Changes the mouse cursor to a combination arrow and question mark. Clicking on items within Kandy will open a help window (if one exists for the particular item) explaining the item's function.
Opens the Bug report dialog where you can report a bug or request a ‘wishlist’ feature.
This will display version and author information.
This displays the KDE version and other basic information.
Kandy copyright 2001 Cornelius Schumacher <schumacher@kde.org>.
Documentation by Cornelius Schumacher, with additions by Lauri Watts <lauri@kde.org>.
This program is licensed under the terms of the GNU General Public License.
This documentation is licensed under the terms of the GNU Free Documentation License.
Kandy is part of the KDE project http://www.kde.org/.
Kandy can be found in the kdepim package on ftp://ftp.kde.org/pub/kde/, the main FTP site of the KDE project.
You will need to have the kdelibs package installed in order to successfully compile the kdepim package that contains Kandy. The kdepim package may be found at the same location as the kdepim package.

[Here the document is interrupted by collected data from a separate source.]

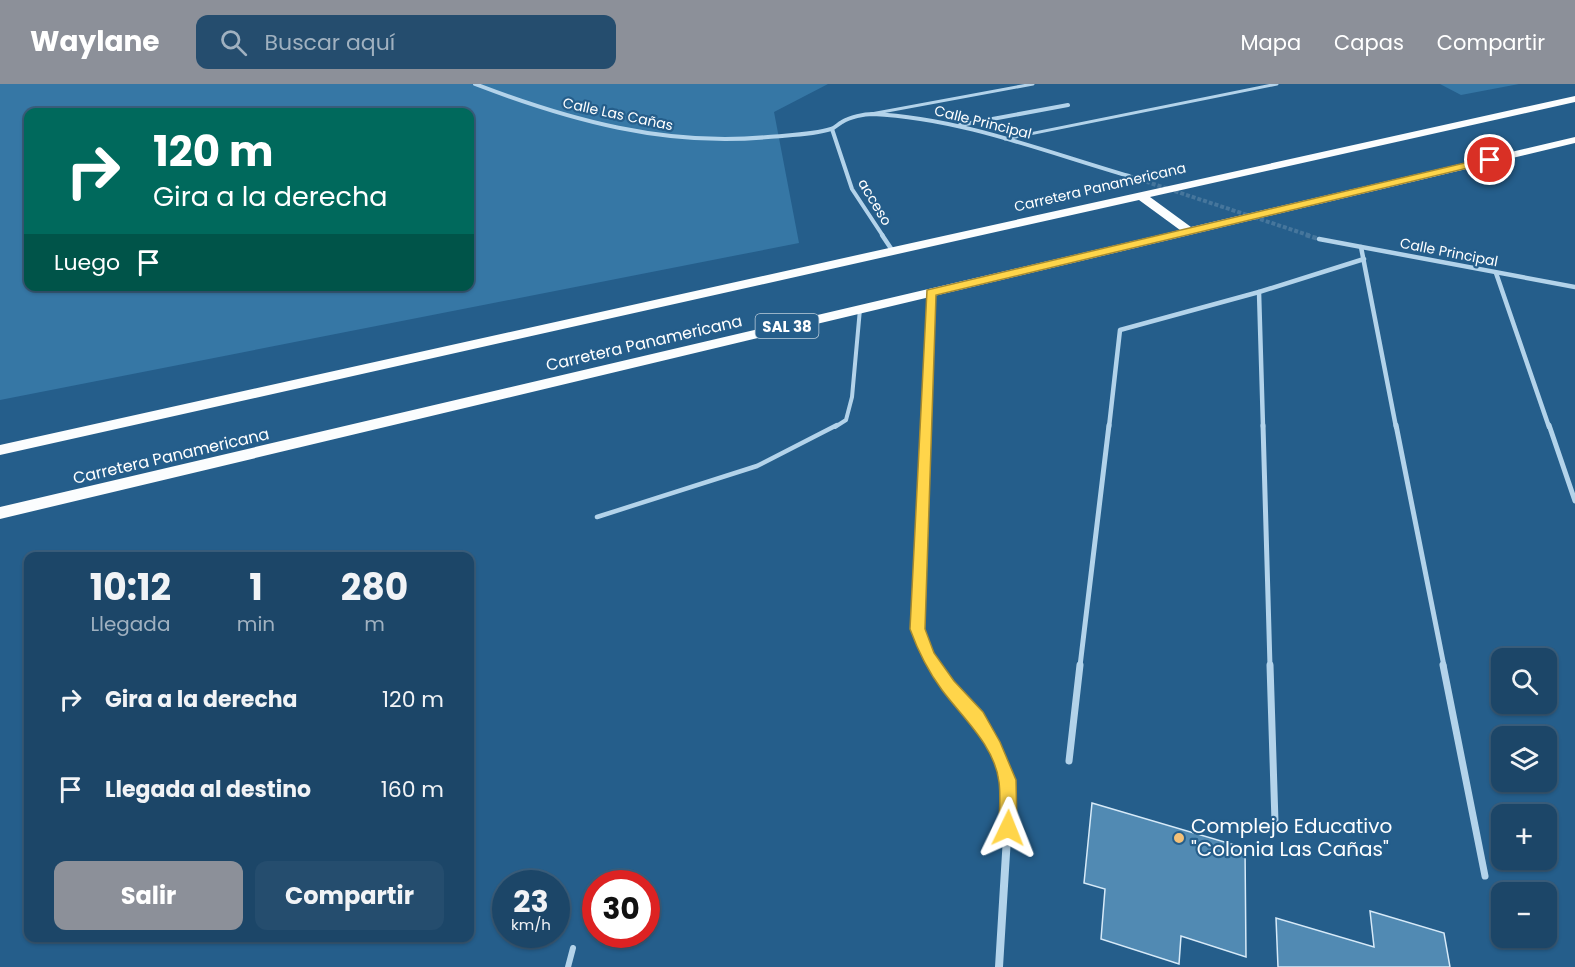 <!DOCTYPE html>
<html lang="es">
<meta charset="utf-8">
<style>
:root{--surface:#1c4668;--page:#254d6e;--text:#f1f3f6;--muted:#a0b1c0;--line:#3a5e7c;--accent:#8c9099}
body{margin:0;font-family:Poppins,sans-serif;background:var(--page);color:var(--text);height:100vh;display:flex;flex-direction:column;font-size:22px;white-space:nowrap}
*{box-sizing:border-box;margin:0}
p{font-size:20px;color:var(--muted)}
.icon{flex:none;width:33px;height:33px;fill:none;stroke:currentColor;stroke-width:2;stroke-linecap:round;stroke-linejoin:round}
.map{position:relative;flex:1;overflow:hidden}
.sheet{position:absolute;left:24px;top:468px;width:450px;height:390px;display:flex;flex-direction:column;background:var(--surface);border-radius:12px;box-shadow:0 2px 4px #0004,0 0 0 2px var(--line)}
.sheet>*{flex:none}
.guide{position:absolute;left:24px;top:24px;width:450px;height:183px;border-radius:12px;box-shadow:0 2px 4px #0004,0 0 0 2px var(--line);background:#00695c;color:#fff;overflow:hidden}
.controls{position:absolute;left:1491px;top:564px;display:grid;gap:12px}
.controls a{display:grid;place-items:center;width:66px;height:66px;border-radius:12px;background:var(--surface);box-shadow:0 2px 4px #0004,0 0 0 2px var(--line);font-size:30px}
.speed{position:absolute;left:492px;top:786px;display:flex;gap:12px;font-size:30px;font-weight:700;text-align:center}
.speed>*{display:grid;place-content:center;width:78px;height:78px;border-radius:50%;background:var(--surface);box-shadow:0 2px 4px #0004,0 0 0 2px var(--line);line-height:1}
.speed small{font-size:15px;font-weight:400}
.speed .limit{border:9px solid #d22;background:#fff;color:#111}
.pin{position:absolute;display:grid;place-items:center;width:51px;height:51px;color:#fff;margin:-26px;border:3px solid #fff;border-radius:50%;box-shadow:0 2px 6px #0007}
.me{position:absolute;width:66px;margin:-33px;rotate:2deg;stroke-linejoin:round;filter:drop-shadow(0 0 4px #0008)}
.turn{display:flex;align-items:center;gap:21px;height:126px;padding:0 30px;font-size:27px}
.turn .icon{width:78px;height:78px;stroke-width:2.5}
.turn b{display:block;font-size:42px;line-height:51px}
.then{display:flex;align-items:center;height:57px;padding:0 30px;background:#0003;gap:12px;font-size:22px}
.eta{display:flex;justify-content:space-evenly;align-items:center;height:102px;text-align:center}
.eta b{font-size:36px;font-weight:700;line-height:42px}
.primary-button{display:flex;gap:12px;margin-top:auto;padding:12px 30px}
.primary-button a{flex:1;height:69px;border-radius:12px;background:var(--accent);color:#fff;font-size:24px;font-weight:700;line-height:69px;text-align:center}
.primary-button a+a{background:var(--page);color:var(--text)}
ul{padding:0;list-style:none}
li{display:flex;align-items:center;gap:18px;height:90px;padding:0 30px}
li div{flex:1}
li b{display:block;font-size:22px}
li em{font-style:normal}
header{display:flex;align-items:center;gap:36px;box-sizing:border-box;height:84px;padding:0 30px;background:var(--accent);color:#fff}
header strong{font-size:28px}
nav{display:flex;gap:33px;margin-inline-start:auto;font-size:21px}
.search{width:420px;height:54px;background:var(--page);display:flex;align-items:center;gap:15px;box-sizing:border-box;padding:0 21px;border-radius:12px;color:var(--muted);font-size:22px}
.map>svg:first-child{display:block}
</style>
<header>
<strong>Waylane</strong>
<div class="search"><svg class="icon" aria-label="search" viewBox="0 0 24 24"><circle cx="10" cy="10" r="6"/><path d="M15 15l6 6"/></svg>Buscar aquí</div>
<nav><a>Mapa</a><a>Capas</a><a>Compartir</a></nav>
</header>
<div class="map">
<svg width="1575" height="883" viewBox="0 0 1575 883">
<rect width="100%" height="100%" fill="#255e8b"/>
<g fill="#3677a5" fill-rule="evenodd">
<path d="M0,0H828L774,28L799,159L0,316ZM28,28H470V202H28Z"/>
<path d="M1440,0H1519L1461,11Z"/>
</g>
<g fill="#518ab3" stroke="#d7eaf8" stroke-width="1.5">
<path d="M1092,719L1245,764L1246,873L1181,852L1179,880L1101,855L1105,805L1084,799Z"/>
<path d="M1370,827L1444,849L1450,883H1278L1276,834L1374,863Z"/>
</g>
<g fill="none" stroke-linecap="round" stroke-linejoin="round">
<path stroke="#46769c" stroke-width="4" stroke-dasharray="4 2" stroke-linecap="butt" d="M1129,92L1311,152"/>
<path stroke="#46769c" stroke-width="4.5" stroke-dasharray="4.5 2" stroke-linecap="butt" d="M1306,151L1319,155"/>
<path stroke="#b3d3ea" stroke-width="4" d="M835,343L846,336L852,313L860,225"/>
<path stroke="#b3d3ea" stroke-width="4.5" d="M597,433L757,382L837,341"/>
<path stroke="#b3d3ea" stroke-width="6" d="M568,883L573,864"/>
<g stroke="#b3d3ea" stroke-width="3">
<path d="M871,30L1033,0"/>
<path d="M1005,55L1277,0"/>
</g>
<g stroke="#b3d3ea" stroke-width="4.5">
<path d="M1361,163L1396,343"/>
<path d="M1496,189L1549,343"/>
<path d="M1109,343L1120,246L1259,208"/>
<path d="M1263,343L1259,208L1364,175"/>
</g>
<g stroke="#b3d3ea" stroke-width="5">
<path d="M1263,341L1270,582"/>
<path d="M1396,341L1444,582"/>
<path d="M1549,341L1575,417"/>
<path d="M1080,582L1109,341"/>
</g>
<g stroke="#b3d3ea" stroke-width="7">
<path d="M1270,581L1275,738"/>
<path d="M1443,581L1485,792"/>
<path d="M1069,677L1080,581"/>
</g>
<g stroke="#b3d3ea" stroke-width="4">
<path d="M475,0C569,36 666,63 768,53C787,51 812,51 831,45C835,44 838,40 842,38C850,33 864,30 873,30C960,34 1046,68 1129,92"/>
<path d="M960,41L1068,21"/>
<path d="M832,45L852,105L883,152"/>
</g>
<g stroke="#b3d3ea" stroke-width="4.5">
<path d="M882,151L892,166"/>
<path d="M1319,155L1575,203"/>
<path d="M925,343L930,209"/>
</g>
<path stroke="#b3d3ea" stroke-width="6" d="M925,341L917,545L935,582"/>
<path stroke="#b3d3ea" stroke-width="8" d="M934,581C970,634 1002,649 1009,721L999,883"/>
<path fill="#fbfdfe" fill-rule="evenodd" d="M1575,12V18L1150,113L1191,143L1575,53V59L0,435V423L1180,146L1139,116L0,371V361Z"/>
</g>
<path fill="#ffd54a" stroke="#a68a30" stroke-width="1.5" d="M1490,73L1493,74V78L936,211L925,545L934,569L954,597L983,628L1000,658L1016,696L1017,744L1014,750L1008,753L1002,750L999,744C999,729 1001,713 999,698C995,662 962,633 942,606C928,587 918,567 910,545L927,206Z"/>
<circle fill="#f4c077" stroke="#255e8b" stroke-width="2" cx="1179" cy="754" r="6"/>
<g text-anchor="middle" dominant-baseline="central" stroke-width="4.5" stroke-linejoin="round" paint-order="stroke">
<g font-size="14" fill="#fff" stroke="#255e8b">
<text transform="translate(618 30) rotate(12)">Calle Las Cañas</text>
<text transform="translate(983 38) rotate(14)">Calle Principal</text>
<text transform="translate(1100 103) rotate(-13)">Carretera Panamericana</text>
<text transform="translate(875 118) rotate(59)">acceso</text>
<text transform="translate(1449 168) rotate(11)">Calle Principal</text>
</g>
<rect fill="#255e8b" stroke="#becfdc" stroke-width="1.5" x="755.5" y="230" width="63" height="24" rx="4.5"/>
<g font-size="15" font-weight="bold" fill="#fff">
<text x="787" y="242">SAL 38</text>
</g>
<g font-size="16" fill="#fff" stroke="#255e8b">
<text transform="translate(644 259) rotate(-13)">Carretera Panamericana</text>
<text transform="translate(171 372) rotate(-13)">Carretera Panamericana</text>
</g>
<g font-size="20" fill="#fff" stroke="#255e8b" text-anchor="start">
<text x="1191" y="742">Complejo Educativo<tspan x="1191" dy="23">"Colonia Las Cañas"</tspan></text>
</g>
</g>
</svg>
<div class="controls">
<a><svg class="icon" aria-label="search" viewBox="0 0 24 24"><circle cx="10" cy="10" r="6"/><path d="M15 15l6 6"/></svg></a>
<a><svg class="icon" aria-label="layers" viewBox="0 0 24 24"><path d="M12 4l9 5-9 5-9-5zM3 14l9 5 9-5"/></svg></a>
<a>+</a>
<a>−</a>
</div>
<div class="speed"><div>23<small>km/h</small></div><div class="limit">30</div></div>
<div class="pin" style="left:1490px;top:76px;background:#d93025"><svg class="icon" aria-label="arrive" viewBox="0 0 24 24"><path d="M6 21V4h12l-3 4 3 4H6"/></svg></div>
<svg class="me" style="left:1008px;top:744px" viewBox="-20 -20 40 40"><path d="M0-17L14 15 0 8-14 15z" fill="#ffd54a" stroke="#fff" stroke-width="4"/></svg>
<div class="guide">
<div class="turn"><svg class="icon" aria-label="right" viewBox="0 0 24 24"><path d="M7 20v-9h11M14 6l5 5-5 5"/></svg><div><b>120 m</b>Gira a la derecha</div></div>
<div class="then">Luego<svg class="icon" aria-label="arrive" viewBox="0 0 24 24"><path d="M6 21V4h12l-3 4 3 4H6"/></svg></div>
</div>
<section class="sheet">
<div class="eta">
<div><b>10:12</b><p>Llegada</p></div>
<div><b>1</b><p>min</p></div>
<div><b>280</b><p>m</p></div>
</div>
<ul>
<li><svg class="icon" aria-label="right" viewBox="0 0 24 24"><path d="M7 20v-9h11M14 6l5 5-5 5"/></svg><div><b>Gira a la derecha</b></div><em>120 m</em></li>
<li><svg class="icon" aria-label="arrive" viewBox="0 0 24 24"><path d="M6 21V4h12l-3 4 3 4H6"/></svg><div><b>Llegada al destino</b></div><em>160 m</em></li>
</ul>
<div class="primary-button"><a>Salir</a><a>Compartir</a></div>
</section>
</div>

The KAddressBook is part of the kdebase package. This can also be found at the same location as the kdepim package.
In order to compile and install Kandy on your system, type the following in the base directory of the Kandy distribution:
% ./configure % make % make install
Since Kandy uses autoconf and automake you should have no trouble compiling it. Should you run into problems please report them to the KDE mailing lists.
Compiling and installing the required kdelibs package follows the same process. If you encounter any problems compiling or installing Kandy, help may be obtained from the KDE mailing lists or from the Usenet newsgroup: comp.windows.x.kde.